Su questo retaggio culturale si è innestato un ritardo tecnico ancora più preoccupante che interessa la digitalizzazione della comunicazione in particolare delle PMI. Nel 2019 solo il 12% delle aziende del Friuli Venezia Giulia aveva effettuato vendite on line e il fatturato relativo a queste vendite era l’11,5% del totale.
Il Covid-19 in questo senso ci ha fatto fare un salto di cinque anni in poche settimane: tutti hanno capito che la comunicazione è fondamentale per far capire che, nella crisi, le attività potevano continuare. Si poteva comunicare, proporre, vendere. C’è chi ha fatto salti mortali ma si è inventato consegne a domicilio, e-commerce semplici ma efficaci, newsletter, ecc. veicolando il tutto attraverso il web. Così ha trovato il suo pubblico, la sua clientela.

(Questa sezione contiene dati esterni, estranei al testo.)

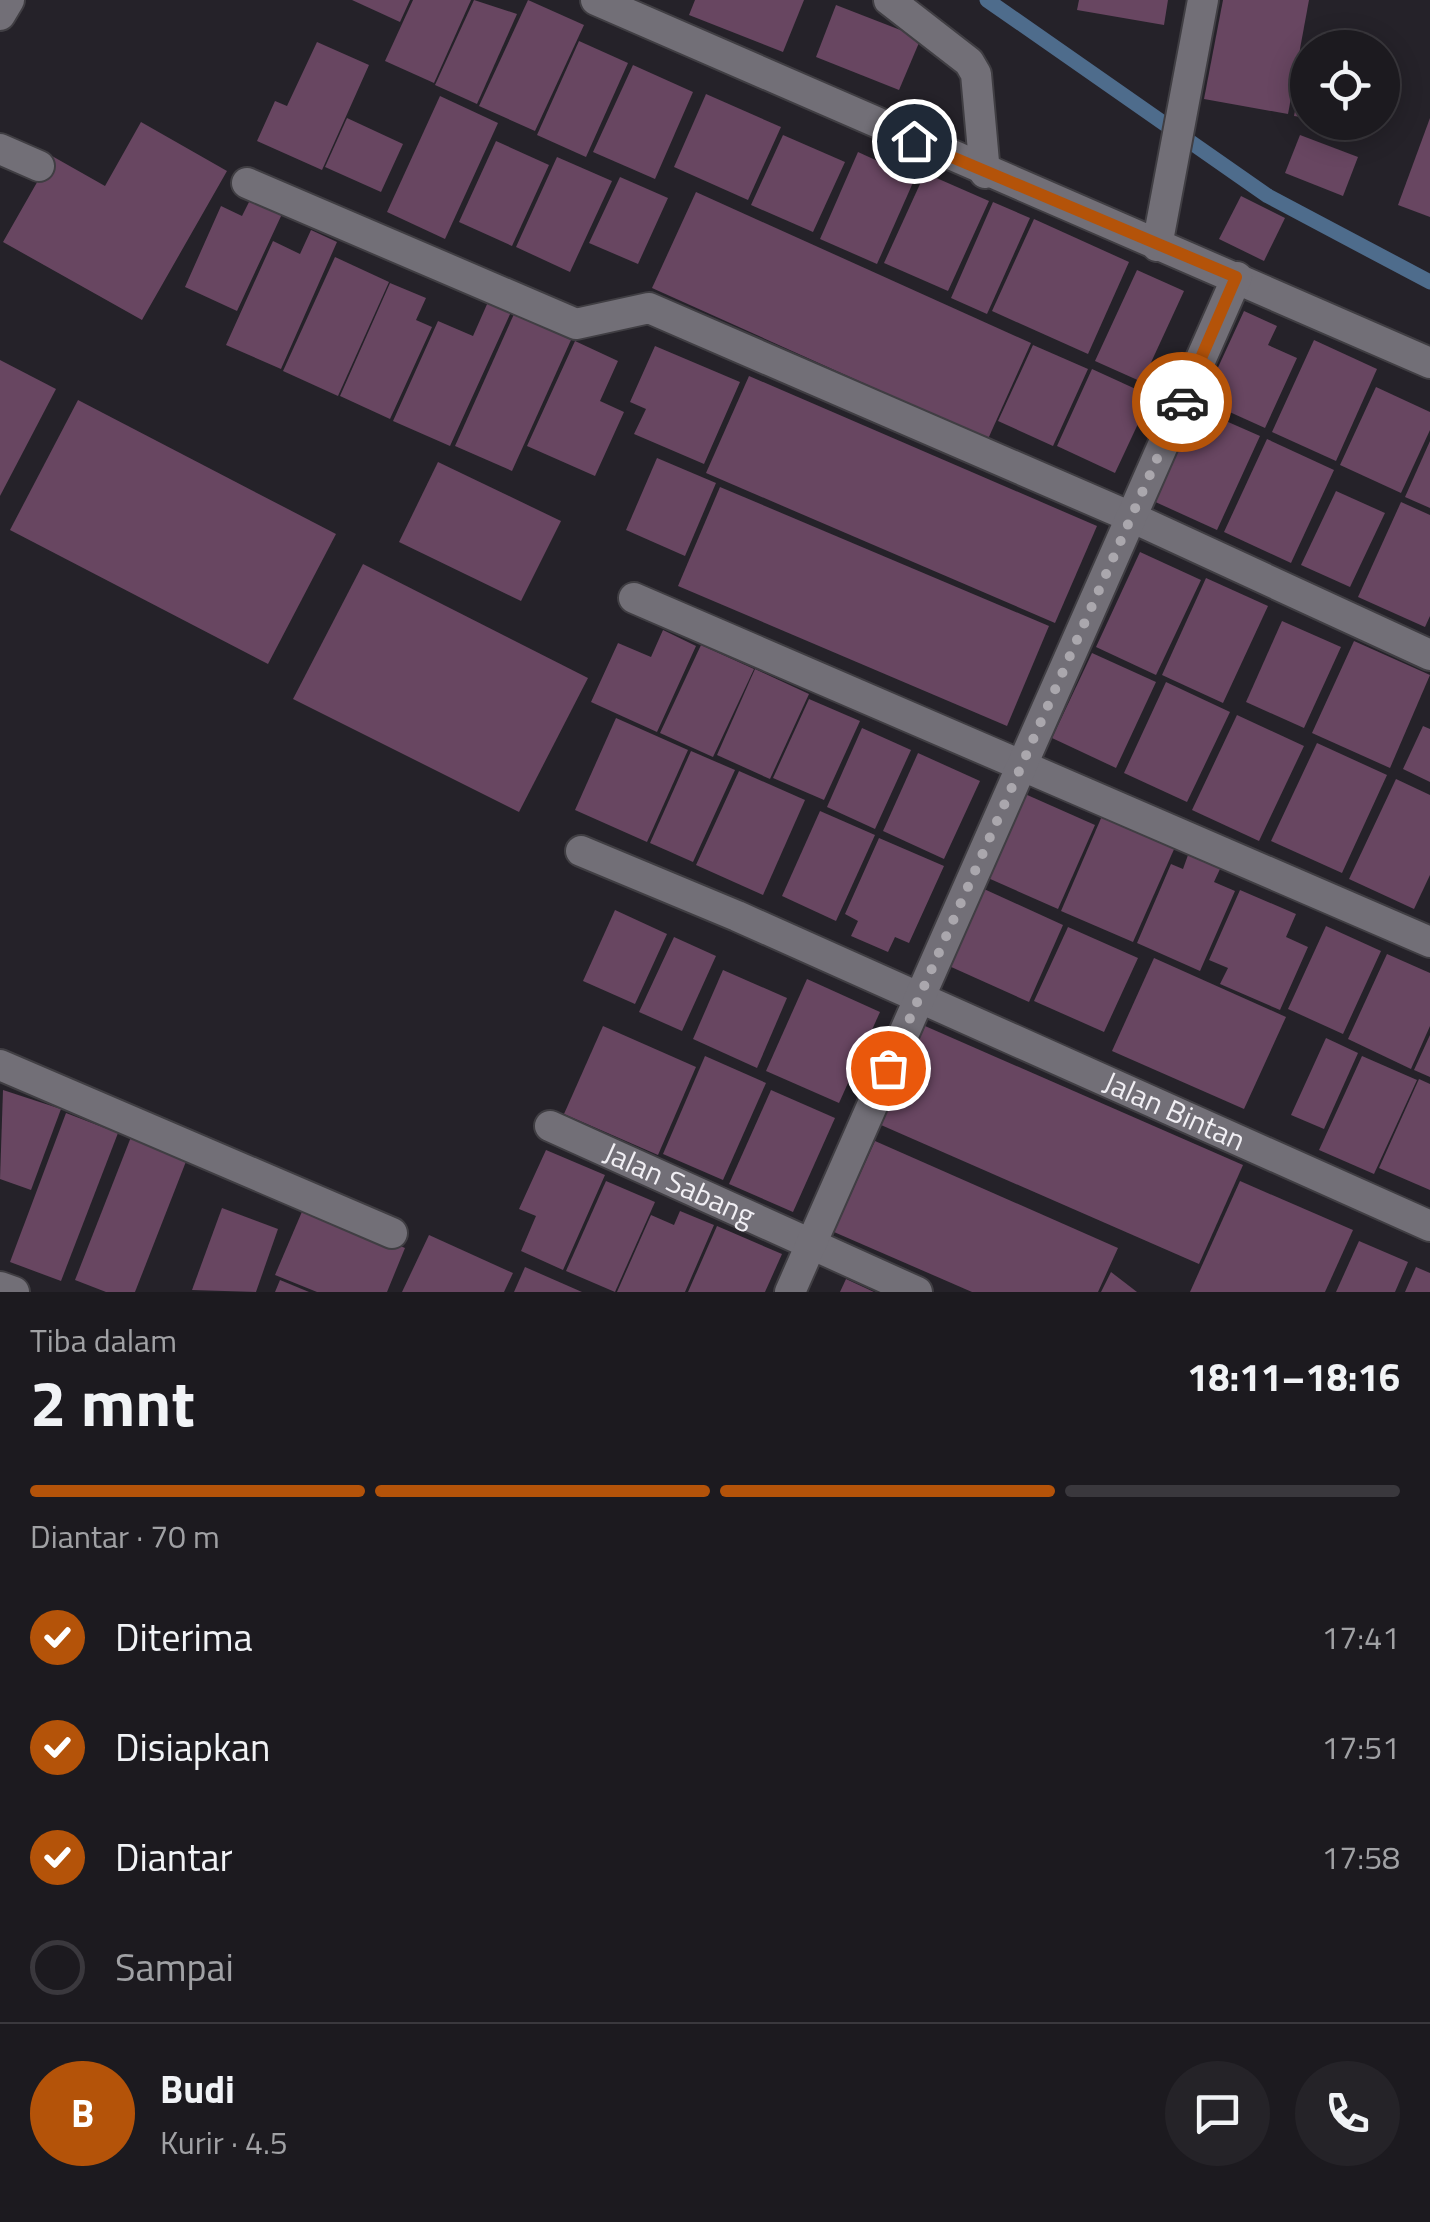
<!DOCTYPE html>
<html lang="id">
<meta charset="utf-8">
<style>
:root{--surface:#1c1a1f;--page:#252328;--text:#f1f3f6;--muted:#a0a1a4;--line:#3a383d;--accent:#b45309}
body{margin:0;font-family:"Titillium Web",sans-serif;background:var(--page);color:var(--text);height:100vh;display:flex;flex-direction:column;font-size:38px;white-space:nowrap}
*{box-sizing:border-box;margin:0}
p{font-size:32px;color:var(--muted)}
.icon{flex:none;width:55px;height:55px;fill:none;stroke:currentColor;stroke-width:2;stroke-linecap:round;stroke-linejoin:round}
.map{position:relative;height:1292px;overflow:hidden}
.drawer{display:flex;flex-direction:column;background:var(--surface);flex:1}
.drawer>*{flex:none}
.buttons{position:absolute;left:1290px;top:30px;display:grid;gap:20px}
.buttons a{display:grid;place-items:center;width:110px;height:110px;border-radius:50%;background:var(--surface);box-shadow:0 5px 25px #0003,0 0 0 2px var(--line);font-size:50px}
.pin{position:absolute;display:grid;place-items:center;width:85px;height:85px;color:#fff;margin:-42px;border:5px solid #fff;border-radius:50%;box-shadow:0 2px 10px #0007}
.courier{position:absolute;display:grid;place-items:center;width:100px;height:100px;margin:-50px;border:8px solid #b45309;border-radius:50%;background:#fff;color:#222;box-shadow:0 2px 12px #0007}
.headline em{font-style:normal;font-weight:700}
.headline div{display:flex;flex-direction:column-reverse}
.headline{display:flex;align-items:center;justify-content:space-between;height:170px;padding:0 30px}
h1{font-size:65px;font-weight:700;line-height:75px}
.bar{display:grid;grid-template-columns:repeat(4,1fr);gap:15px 10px;align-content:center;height:120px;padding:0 30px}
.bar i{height:12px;border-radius:8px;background:var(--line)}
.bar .on{background:var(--accent)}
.bar p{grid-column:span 4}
.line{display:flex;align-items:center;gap:25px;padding:0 30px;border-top:2px solid var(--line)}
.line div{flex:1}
.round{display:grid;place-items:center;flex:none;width:105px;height:105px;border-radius:52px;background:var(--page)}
ol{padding:0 30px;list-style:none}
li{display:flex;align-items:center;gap:30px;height:110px}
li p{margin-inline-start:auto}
li .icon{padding:10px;border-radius:50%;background:var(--accent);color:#fff;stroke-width:4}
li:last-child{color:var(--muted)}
li i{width:55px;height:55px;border:5px solid var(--line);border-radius:50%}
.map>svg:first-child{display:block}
</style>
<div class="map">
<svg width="1430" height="1292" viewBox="0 0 1430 1292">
<rect width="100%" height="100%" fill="#252229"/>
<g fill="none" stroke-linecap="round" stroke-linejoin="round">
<polyline stroke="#4e6c8c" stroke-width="15" points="987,0 1268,196 1430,282"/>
</g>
<g fill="#684661">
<polygon points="352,0 410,0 400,22"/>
<polygon points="413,0 471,0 434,83 385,61"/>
<polygon points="474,0 517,14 477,104 435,85"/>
<polygon points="528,0 584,25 535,131 479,106"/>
<polygon points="695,0 804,0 783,52 689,15"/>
<polygon points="1079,0 1168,0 1164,25 1077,10"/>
<polygon points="1223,0 1309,0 1288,114 1204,99"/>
<polygon points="836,5 921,38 899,90 816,57"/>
<polygon points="579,41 628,63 586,157 537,135"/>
<polygon points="317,42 369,65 322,170 257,141 275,101 287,106"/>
<polygon points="1306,52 1308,52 1308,118 1294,116"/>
<polygon points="633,65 693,92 655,179 593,152"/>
<polygon points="706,94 781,127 748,200 674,167"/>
<polygon points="440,96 498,123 445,239 387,212"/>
<polygon points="347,118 403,144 381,192 325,167"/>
<polygon points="1430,118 1430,217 1398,205"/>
<polygon points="141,122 227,171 142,320 3,242 52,156 105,186"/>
<polygon points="783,135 845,162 813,232 751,205"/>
<polygon points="1300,135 1358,157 1343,196 1285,173"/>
<polygon points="496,141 549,165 512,246 459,222"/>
<polygon points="858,152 915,178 877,264 820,239"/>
<polygon points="557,157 612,181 570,272 516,247"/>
<polygon points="925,173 989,201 948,291 884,263"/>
<polygon points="620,177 668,198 638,264 589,243"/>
<polygon points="696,192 1031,343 988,439 652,288"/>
<polygon points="1241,196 1285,218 1264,261 1219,239"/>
<polygon points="250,200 282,214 237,311 185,287 221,206 242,216"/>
<polygon points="993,202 1030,218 987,314 951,298"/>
<polygon points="1034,219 1129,262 1088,354 992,311"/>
<polygon points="311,230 337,242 281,369 226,345 273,241 300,254"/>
<polygon points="335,257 389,282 338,396 283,371"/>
<polygon points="1137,270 1184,291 1142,382 1095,361"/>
<polygon points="390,283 426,298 416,320 432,327 390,419 340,396"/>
<polygon points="488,302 511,312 450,446 393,421 438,321 473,336"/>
<polygon points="1244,311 1277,326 1268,345 1297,358 1265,428 1203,400"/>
<polygon points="514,314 571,340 512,471 455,446"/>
<polygon points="1314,340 1377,369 1336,461 1272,432"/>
<polygon points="575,341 618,361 600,401 624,412 595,476 527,446"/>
<polygon points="1033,345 1088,369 1053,446 998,421"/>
<polygon points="655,346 740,382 704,464 634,434 646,409 630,402"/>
<polygon points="0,360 56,389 0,496"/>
<polygon points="1092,369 1151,396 1115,473 1057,446"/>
<polygon points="749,376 1097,526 1055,623 706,473"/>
<polygon points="1376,387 1430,412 1430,430 1401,493 1340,465"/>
<polygon points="78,400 336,534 268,664 10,530"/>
<polygon points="1194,407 1260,436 1217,530 1151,500"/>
<polygon points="1267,439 1334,470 1291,563 1224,532"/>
<polygon points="1430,441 1430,508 1405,497"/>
<polygon points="657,458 716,483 685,556 626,530"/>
<polygon points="438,462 561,521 521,601 399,542"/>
<polygon points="720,487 1049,626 1007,726 678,586"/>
<polygon points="1336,491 1385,513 1350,587 1301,565"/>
<polygon points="1401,502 1430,515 1430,616 1425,627 1358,597"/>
<polygon points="1140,552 1201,580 1156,675 1096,647"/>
<polygon points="363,564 588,678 519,812 293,699"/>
<polygon points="1206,578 1268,606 1223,703 1162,675"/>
<polygon points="1282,621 1341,647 1304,728 1246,702"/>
<polygon points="663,630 696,646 657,732 591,702 618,643 651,657"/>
<polygon points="1354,641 1430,675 1390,768 1312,733"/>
<polygon points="701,645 754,669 713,757 660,733"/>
<polygon points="1092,653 1156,682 1116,768 1052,738"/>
<polygon points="755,669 809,694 770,779 717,755"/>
<polygon points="1166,682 1230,712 1187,802 1124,773"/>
<polygon points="809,699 860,721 824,800 773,778"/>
<polygon points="1237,715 1304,746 1259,841 1192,810"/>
<polygon points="616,718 688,750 647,842 575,810"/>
<polygon points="1423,726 1430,729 1430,782 1403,769"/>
<polygon points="862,728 911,750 875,829 827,807"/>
<polygon points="1317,743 1387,775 1342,873 1271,841"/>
<polygon points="691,751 735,770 693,862 650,843"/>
<polygon points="918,753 980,781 944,859 883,831"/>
<polygon points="739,771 805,800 763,895 696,865"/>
<polygon points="1396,779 1430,795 1430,875 1414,909 1349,879"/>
<polygon points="1025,794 1095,825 1058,909 988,878"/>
<polygon points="820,811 875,835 836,921 782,896"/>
<polygon points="1102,816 1175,847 1133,942 1061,911"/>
<polygon points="879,838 944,866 909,943 895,937 888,952 851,936 858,921 845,914"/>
<polygon points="1188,855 1220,869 1214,882 1235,891 1200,971 1137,943 1171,864 1183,869"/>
<polygon points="984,889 1063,925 1029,1002 949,966"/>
<polygon points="1240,890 1296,914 1286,937 1308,947 1280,1010 1220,984 1228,968 1209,960"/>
<polygon points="615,910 667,934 635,1004 583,981"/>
<polygon points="1326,926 1381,951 1343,1034 1288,1009"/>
<polygon points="1068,927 1138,958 1104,1032 1034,1001"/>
<polygon points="674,937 716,956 682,1031 639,1012"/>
<polygon points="1387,954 1430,973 1430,1026 1411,1069 1348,1039"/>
<polygon points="1154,958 1286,1017 1244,1109 1112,1051"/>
<polygon points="723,970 787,998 757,1068 693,1039"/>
<polygon points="807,979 880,1012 839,1103 766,1071"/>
<polygon points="603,1026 696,1067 658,1155 564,1114"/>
<polygon points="925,1026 1243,1165 1199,1264 881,1125"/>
<polygon points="1430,1035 1430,1077 1414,1070"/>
<polygon points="1326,1038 1358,1053 1324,1129 1291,1115"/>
<polygon points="705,1056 766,1083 723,1180 663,1154"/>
<polygon points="1362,1056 1417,1080 1374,1174 1319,1150"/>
<polygon points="1419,1079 1430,1084 1430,1190 1379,1168"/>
<polygon points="3,1090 61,1109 31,1190 0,1179"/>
<polygon points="771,1090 835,1118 793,1212 729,1184"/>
<polygon points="66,1113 118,1133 61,1281 10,1262"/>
<polygon points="131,1137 187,1159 135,1292 106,1292 75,1280"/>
<polygon points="875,1141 1118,1248 1098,1292 972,1292 834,1232"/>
<polygon points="546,1150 605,1175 563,1270 521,1251 536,1216 519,1209"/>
<polygon points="606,1181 655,1202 615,1292 566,1271"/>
<polygon points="1240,1181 1353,1230 1325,1292 1190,1292"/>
<polygon points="304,1207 405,1248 387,1292 317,1292 275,1275"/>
<polygon points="222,1208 278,1229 256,1292 192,1290"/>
<polygon points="680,1211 714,1225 685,1292 617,1292 651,1215 674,1225"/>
<polygon points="717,1226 782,1254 765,1292 688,1292"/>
<polygon points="429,1235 513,1273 504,1292 402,1292"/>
<polygon points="1359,1241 1408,1262 1395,1292 1336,1292"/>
<polygon points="525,1267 582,1292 514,1292"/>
<polygon points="1416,1267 1430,1273 1430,1292 1405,1292"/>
<polygon points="1111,1272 1137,1292 1101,1292"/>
<polygon points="846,1279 874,1292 840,1292"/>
<polygon points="280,1280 309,1292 275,1292"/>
</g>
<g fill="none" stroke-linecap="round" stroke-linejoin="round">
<g stroke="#403e43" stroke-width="34">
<polyline id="service" points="0,1287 14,1292"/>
</g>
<g stroke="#403e43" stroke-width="34">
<g id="minor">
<polyline points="596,0 1430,363"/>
<polyline points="889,0 969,62 976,74 985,173"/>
<polyline points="0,15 9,0"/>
<polyline points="0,149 39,166"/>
<polyline points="247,183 576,324 649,308 1131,517 1430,655"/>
<polyline points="1157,246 1203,0"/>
<polyline points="634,598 1430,942"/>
<path id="s1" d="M581 851 737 916 1430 1226"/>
<polyline points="0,1065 392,1233"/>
<path id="s2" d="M550 1126 917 1292"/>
<polyline points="790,1292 1237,277"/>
</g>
</g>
<use href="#service" stroke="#726f77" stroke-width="30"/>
<use href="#minor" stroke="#726f77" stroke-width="30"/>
</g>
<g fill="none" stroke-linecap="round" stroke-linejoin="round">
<polyline stroke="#aaa7ad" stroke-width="10" stroke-dasharray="0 18" points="888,1068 1182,402"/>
<polyline stroke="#b45309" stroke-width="12" points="914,141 1236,277 1182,402"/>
</g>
<g text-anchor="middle" stroke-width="10" stroke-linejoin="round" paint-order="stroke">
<g font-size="30" fill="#f1eff4" stroke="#0e0d0f">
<text dy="10" stroke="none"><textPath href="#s1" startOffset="648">Jalan Bintan</textPath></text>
<text dy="10" stroke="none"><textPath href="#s2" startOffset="142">Jalan Sabang</textPath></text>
</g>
</g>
</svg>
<div class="buttons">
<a><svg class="icon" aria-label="locate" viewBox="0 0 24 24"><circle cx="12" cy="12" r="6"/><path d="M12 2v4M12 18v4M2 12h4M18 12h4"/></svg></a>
</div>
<div class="pin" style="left:888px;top:1068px;background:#ea580c"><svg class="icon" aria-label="bag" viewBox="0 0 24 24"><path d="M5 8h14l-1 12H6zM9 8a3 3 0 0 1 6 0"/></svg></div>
<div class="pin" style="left:914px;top:141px;background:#1f2937"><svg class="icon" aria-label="home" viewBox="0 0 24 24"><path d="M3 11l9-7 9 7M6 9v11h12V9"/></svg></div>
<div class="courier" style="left:1182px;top:402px"><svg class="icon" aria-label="car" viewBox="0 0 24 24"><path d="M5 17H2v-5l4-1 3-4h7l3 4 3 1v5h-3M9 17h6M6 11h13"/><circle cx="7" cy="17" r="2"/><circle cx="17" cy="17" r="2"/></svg></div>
</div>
<section class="drawer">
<div class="headline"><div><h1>2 mnt</h1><p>Tiba dalam</p></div><em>18:11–18:16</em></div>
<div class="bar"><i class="on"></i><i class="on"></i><i class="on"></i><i></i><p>Diantar · 70 m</p></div>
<ol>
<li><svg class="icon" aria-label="check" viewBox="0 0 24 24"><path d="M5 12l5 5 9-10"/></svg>Diterima<p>17:41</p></li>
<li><svg class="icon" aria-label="check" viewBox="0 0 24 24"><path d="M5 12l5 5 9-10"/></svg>Disiapkan<p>17:51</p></li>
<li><svg class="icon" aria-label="check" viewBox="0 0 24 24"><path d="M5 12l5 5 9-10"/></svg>Diantar<p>17:58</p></li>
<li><i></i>Sampai</li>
</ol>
<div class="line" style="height:180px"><b class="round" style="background:var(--accent);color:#fff">B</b><div><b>Budi</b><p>Kurir · 4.5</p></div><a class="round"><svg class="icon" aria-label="chat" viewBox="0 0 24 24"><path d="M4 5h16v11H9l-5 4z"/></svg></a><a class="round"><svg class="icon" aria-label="phone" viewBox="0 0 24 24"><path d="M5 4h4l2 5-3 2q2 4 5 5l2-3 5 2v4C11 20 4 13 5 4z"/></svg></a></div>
</section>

Il virus ha fatto venire alla luce la realtà: al fare impresa serve la strategia del marketing e la creatività della comunicazione. Ed è necessario che questa coppia inscindibile sia sorretta da indiscutibile professionalità, geniale creatività, e da un mandato etico al quale chi comunica non può sottrarsi.
Etica, marketing e comunicazione: questa è la formula alla quale possiamo affidare il sostegno della futura imminente ripresa.
È vero infatti che in queste settimane l’eccesso di informazione alla quale siamo stati sottoposti a causa del forzato isolamento ha messo le aziende davanti all’evidenza che servono strumenti efficaci per imporsi: per arrivare alla gente, per valorizzare il proprio marchio, il proprio servizio o prodotto, bisogna utilizzare tutti gli strumenti che il digitale ci mette a disposizione.
Ma in particolare serve (altro che se serve!) una strategia accurata di marketing a sostegno di una comunicazione etica e trasparente, rispettosa della relazione fra chi emette e chi riceve il messaggio, realizzata con i crismi della tecnica e sostenuta dagli algoritmi intelligenti.
Per la nostra economia l’epidemia e la conseguente chiusura delle attività sono state quello che il terremoto era stato per la società degli anni Settanta. Allora la ricostruzione ci portò, nel bene e nel male, da un mondo arcaico alla società evoluta dell’industria e degli scambi internazionali.
Oggi il Covid-19 ci può far fare un altro salto culturale portandoci tutti dentro il mondo digitale, dove valgono regole, approcci, linguaggi che oggi già frequentiamo ma inconsapevolmente.
In questo l’etica ci deve sostenere in quello che andremo a comunicare: perché parliamo di interesse comune, del comune obiettivo di salvare la nostra economia e il suo tessuto produttivo.
È una trasformazione alla quale tutti dobbiamo aderire perché l’alternativa è la marginalizzazione in una competizione economica che sarà sempre più giocata sul terreno internazionale e virtuale.
Come regione capace di concepire grandi eccellenze, industriali, artigianali, agroalimentari, turistiche, non possiamo permetterci di restare indietro e di restare esclusi. Non possiamo permetterci il lusso di non essere “moderni”, di farci percepire come “provinciali”. Dobbiamo riconquistare centralità: e questo è possibile solo attraverso un grande e condiviso progetto di marketing, con campagne di comunicazione istituzionali, aziendali e territoriali di qualità.
La rinascita deve iniziare dall’abbracciare la comunicazione come strumento di valorizzazione dei nostri prodotti, di un redivivo made in Friuli che può di nuovo essere marchio di qualità per tutto ciò che qui nasce e che da qui si propone al mondo intero.
In questa società distratta bisogna adottare le armi più evolute per comunicare quello che siamo e sappiamo fare. Dobbiamo finalmente arrenderci all’orgoglio di essere bravi e di valorizzare quello che siamo. Solo così la ricostruzione post Covid-19 raggiungerà il 100% come quella del sisma ’76. Per farlo dobbiamo comunicare al mondo che noi ci siamo, vogliamo esserci, e siamo eccellenza.
Senza imparare a comunicare, senza farlo come si deve e senza farlo tutti, il nostro futuro si presenta arido come questa primavera di isolamento e siccità.
Contributo pubblicato da Messaggero Veneto, 30 aprile 2020, pag. 11, con il titolo “Il marketing che servirà alle nostre imprese”.